SUS-BA - Sistema Único de Saúde da Bahia — Prova 2022
Paciente, sexo masculino, 40 anos de idade, está no 4º dia de pós-operatório de gastroplastia em Y-de-Roux aberta para tratamento de obesidade mórbida, evolui na enfermaria com dor abdominal difusa, hiporexia, náuseas e vômitos. Paciente é portador de diabetes mellitus e hipertensão arterial sistêmica. Ao exame físico, regular estado geral, corado, Temperatura axilar: 37,9ºC, FC: 108bpm, PA: 128x78mmHg, FR: 20imp; ausculta cardíaca e respiratória sem alterações; abdome distendido, ruídos hidroaéreos presentes, flácido, dor de grande intensidade difusamente à palpação profunda e ausência de dor à descompressão brusca. De acordo com os dados apresentados,Indique a conduta terapêutica mais adequada para esse paciente.
Pós-operatório gastroplastia com dor abdominal difusa + taquicardia + febre → Suspeitar fístula/peritonite, indicar laparotomia.
Dor abdominal difusa, taquicardia e febre no pós-operatório de gastroplastia, mesmo sem sinais clássicos de irritação peritoneal (descompressão brusca negativa), são altamente sugestivos de complicação grave como fístula anastomótica ou peritonite. A ausência de peritonite clássica pode ocorrer em pacientes obesos ou com diabetes, que podem ter resposta inflamatória atenuada. A conduta deve ser agressiva.
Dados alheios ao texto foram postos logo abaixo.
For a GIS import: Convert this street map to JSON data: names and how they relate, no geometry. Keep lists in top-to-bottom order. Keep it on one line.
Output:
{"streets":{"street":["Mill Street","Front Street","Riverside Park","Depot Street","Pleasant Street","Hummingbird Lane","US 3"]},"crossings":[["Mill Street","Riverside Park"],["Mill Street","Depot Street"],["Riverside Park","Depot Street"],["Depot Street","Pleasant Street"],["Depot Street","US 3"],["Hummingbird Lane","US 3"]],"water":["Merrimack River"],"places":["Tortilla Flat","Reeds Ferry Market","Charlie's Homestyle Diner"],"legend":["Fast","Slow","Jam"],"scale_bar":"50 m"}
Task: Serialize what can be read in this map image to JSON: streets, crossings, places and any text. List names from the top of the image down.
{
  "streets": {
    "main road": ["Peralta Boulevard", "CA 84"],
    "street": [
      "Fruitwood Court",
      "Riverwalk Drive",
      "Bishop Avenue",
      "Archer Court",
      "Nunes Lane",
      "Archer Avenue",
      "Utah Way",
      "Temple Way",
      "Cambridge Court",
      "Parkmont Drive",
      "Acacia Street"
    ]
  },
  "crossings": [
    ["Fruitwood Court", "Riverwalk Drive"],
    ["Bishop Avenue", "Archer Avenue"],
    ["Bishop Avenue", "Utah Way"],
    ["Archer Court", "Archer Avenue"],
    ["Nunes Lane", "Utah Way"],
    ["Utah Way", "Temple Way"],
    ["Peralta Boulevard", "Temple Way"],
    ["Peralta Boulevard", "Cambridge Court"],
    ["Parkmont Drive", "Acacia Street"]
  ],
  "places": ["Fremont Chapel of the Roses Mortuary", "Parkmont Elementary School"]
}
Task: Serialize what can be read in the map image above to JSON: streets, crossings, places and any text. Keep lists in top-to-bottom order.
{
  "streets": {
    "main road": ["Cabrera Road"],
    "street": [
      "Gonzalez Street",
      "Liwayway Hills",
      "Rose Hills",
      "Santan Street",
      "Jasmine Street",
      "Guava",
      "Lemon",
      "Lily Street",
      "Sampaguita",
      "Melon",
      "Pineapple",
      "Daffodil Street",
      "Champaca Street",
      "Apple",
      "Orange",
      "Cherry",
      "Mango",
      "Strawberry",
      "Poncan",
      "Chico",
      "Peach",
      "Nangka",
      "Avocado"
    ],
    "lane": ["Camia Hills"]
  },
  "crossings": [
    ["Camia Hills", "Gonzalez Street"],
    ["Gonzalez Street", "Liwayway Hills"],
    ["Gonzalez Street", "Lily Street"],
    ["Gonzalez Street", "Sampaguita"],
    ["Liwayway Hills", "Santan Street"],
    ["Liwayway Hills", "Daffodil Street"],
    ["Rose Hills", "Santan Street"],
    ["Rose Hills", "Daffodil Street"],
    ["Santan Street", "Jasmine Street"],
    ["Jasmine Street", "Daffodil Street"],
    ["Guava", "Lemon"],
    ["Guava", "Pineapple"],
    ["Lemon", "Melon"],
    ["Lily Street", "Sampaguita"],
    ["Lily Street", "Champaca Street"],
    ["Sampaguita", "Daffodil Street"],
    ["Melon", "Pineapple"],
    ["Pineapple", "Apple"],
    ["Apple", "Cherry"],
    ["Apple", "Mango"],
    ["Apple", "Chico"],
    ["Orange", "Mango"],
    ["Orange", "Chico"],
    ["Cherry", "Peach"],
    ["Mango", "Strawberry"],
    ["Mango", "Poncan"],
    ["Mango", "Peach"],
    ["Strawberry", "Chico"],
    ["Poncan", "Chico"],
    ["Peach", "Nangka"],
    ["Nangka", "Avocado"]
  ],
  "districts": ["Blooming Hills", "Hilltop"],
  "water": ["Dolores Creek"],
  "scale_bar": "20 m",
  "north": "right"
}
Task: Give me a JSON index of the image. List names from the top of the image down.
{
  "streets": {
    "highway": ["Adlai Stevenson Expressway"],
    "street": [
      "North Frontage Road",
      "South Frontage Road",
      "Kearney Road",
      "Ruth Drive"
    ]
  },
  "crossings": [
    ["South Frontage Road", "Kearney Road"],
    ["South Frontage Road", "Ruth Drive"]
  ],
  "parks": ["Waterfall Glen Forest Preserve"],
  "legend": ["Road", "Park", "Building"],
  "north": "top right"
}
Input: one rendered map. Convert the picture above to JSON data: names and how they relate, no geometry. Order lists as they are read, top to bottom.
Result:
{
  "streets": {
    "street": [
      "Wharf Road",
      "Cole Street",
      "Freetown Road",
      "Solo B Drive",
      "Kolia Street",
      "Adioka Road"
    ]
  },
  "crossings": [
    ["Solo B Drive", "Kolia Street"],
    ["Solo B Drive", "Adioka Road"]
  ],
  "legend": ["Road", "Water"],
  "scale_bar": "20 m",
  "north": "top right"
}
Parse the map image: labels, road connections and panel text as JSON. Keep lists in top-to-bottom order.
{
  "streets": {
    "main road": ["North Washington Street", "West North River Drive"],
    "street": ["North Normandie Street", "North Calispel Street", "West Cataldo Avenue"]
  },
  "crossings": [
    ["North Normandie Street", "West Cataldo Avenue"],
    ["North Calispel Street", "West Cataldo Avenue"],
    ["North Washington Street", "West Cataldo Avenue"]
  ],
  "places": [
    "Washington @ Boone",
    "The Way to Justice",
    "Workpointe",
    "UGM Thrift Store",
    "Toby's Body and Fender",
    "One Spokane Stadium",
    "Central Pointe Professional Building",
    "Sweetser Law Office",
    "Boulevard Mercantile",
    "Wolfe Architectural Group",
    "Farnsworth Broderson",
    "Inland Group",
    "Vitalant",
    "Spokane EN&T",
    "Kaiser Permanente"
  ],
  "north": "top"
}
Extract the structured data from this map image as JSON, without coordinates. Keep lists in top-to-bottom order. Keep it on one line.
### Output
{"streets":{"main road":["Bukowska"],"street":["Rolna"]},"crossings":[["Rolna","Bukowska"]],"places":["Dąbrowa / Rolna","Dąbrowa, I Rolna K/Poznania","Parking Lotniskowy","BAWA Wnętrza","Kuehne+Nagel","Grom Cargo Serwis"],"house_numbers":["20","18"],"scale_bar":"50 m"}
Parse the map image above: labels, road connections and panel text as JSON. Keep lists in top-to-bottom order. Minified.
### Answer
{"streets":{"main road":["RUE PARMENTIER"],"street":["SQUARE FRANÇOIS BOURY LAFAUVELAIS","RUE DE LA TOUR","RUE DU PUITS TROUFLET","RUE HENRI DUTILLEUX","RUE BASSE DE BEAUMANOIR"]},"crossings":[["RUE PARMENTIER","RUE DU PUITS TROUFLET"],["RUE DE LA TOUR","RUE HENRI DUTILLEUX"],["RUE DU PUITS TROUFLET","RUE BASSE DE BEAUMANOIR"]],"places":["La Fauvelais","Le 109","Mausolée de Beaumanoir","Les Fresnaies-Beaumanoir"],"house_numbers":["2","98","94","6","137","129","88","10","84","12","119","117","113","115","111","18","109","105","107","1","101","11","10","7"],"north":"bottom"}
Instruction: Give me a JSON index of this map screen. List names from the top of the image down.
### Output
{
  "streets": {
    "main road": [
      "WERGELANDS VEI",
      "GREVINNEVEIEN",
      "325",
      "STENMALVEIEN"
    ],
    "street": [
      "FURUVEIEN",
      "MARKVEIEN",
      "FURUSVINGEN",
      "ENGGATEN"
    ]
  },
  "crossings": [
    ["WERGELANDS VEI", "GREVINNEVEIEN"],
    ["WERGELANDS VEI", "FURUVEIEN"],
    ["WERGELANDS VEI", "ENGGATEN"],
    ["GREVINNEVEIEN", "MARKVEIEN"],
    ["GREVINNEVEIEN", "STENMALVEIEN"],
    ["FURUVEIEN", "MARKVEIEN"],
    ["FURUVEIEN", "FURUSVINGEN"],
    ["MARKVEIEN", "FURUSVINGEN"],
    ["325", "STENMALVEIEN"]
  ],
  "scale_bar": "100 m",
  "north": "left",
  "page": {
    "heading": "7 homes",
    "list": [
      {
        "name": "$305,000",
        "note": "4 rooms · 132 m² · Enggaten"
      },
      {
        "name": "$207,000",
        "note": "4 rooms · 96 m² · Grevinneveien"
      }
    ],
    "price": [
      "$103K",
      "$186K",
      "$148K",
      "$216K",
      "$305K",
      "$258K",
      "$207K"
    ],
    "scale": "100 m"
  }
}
As complicações pós-operatórias da gastroplastia em Y-de-Roux, especialmente as fístulas anastomóticas, representam um desafio diagnóstico e terapêutico significativo. A incidência varia, mas a mortalidade pode ser alta se não forem reconhecidas e tratadas precocemente. Residentes devem estar atentos a qualquer alteração no estado geral do paciente, mesmo que os sinais clássicos de peritonite não estejam totalmente presentes. O quadro clínico de dor abdominal difusa, taquicardia, febre e hiporexia no pós-operatório de cirurgia bariátrica deve levantar forte suspeita de fístula ou peritonite. A ausência de dor à descompressão brusca não exclui o diagnóstico, pois pacientes obesos ou com comorbidades como diabetes podem ter uma resposta inflamatória atenuada, mascarando os achados. A conduta mais adequada é a laparotomia exploradora. Este procedimento permite a identificação da fístula, o controle da contaminação abdominal e o reparo ou derivação da anastomose, sendo fundamental para o manejo da sepse e a recuperação do paciente. A demora na intervenção cirúrgica aumenta significativamente a morbimortalidade.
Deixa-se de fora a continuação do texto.